Work to complete: What you print should match the entries exactly, only without the pictures.

Top of Task input

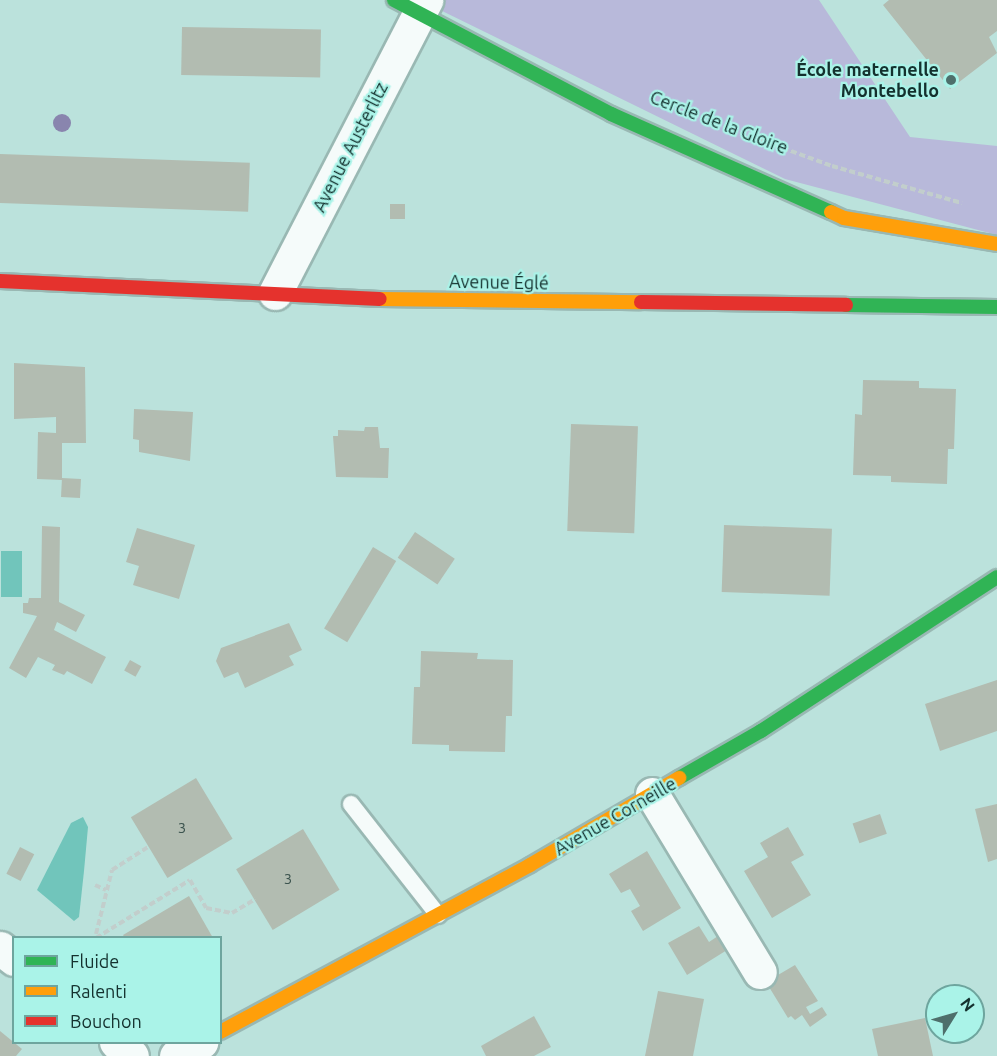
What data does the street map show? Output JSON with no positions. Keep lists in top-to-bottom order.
{
  "streets": {
    "street": ["Avenue Austerlitz", "Avenue Églé", "Avenue Corneille"],
    "path": ["Cercle de la Gloire"]
  },
  "crossings": [
    ["Avenue Austerlitz", "Avenue Églé"]
  ],
  "places": ["École maternelle Montebello"],
  "house_numbers": ["3", "3"],
  "legend": ["Fluide", "Ralenti", "Bouchon"],
  "north": "top right"
}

Bottom of Task input

Task output:
What data does the street map show? Output JSON with no positions. Keep lists in top-to-bottom order.
{
  "streets": {
    "street": ["Avenue Austerlitz", "Avenue Églé", "Avenue Corneille"],
    "path": ["Cercle de la Gloire"]
  },
  "crossings": [
    ["Avenue Austerlitz", "Avenue Églé"]
  ],
  "places": ["École maternelle Montebello"],
  "house_numbers": ["3", "3"],
  "legend": ["Fluide", "Ralenti", "Bouchon"],
  "north": "top right"
}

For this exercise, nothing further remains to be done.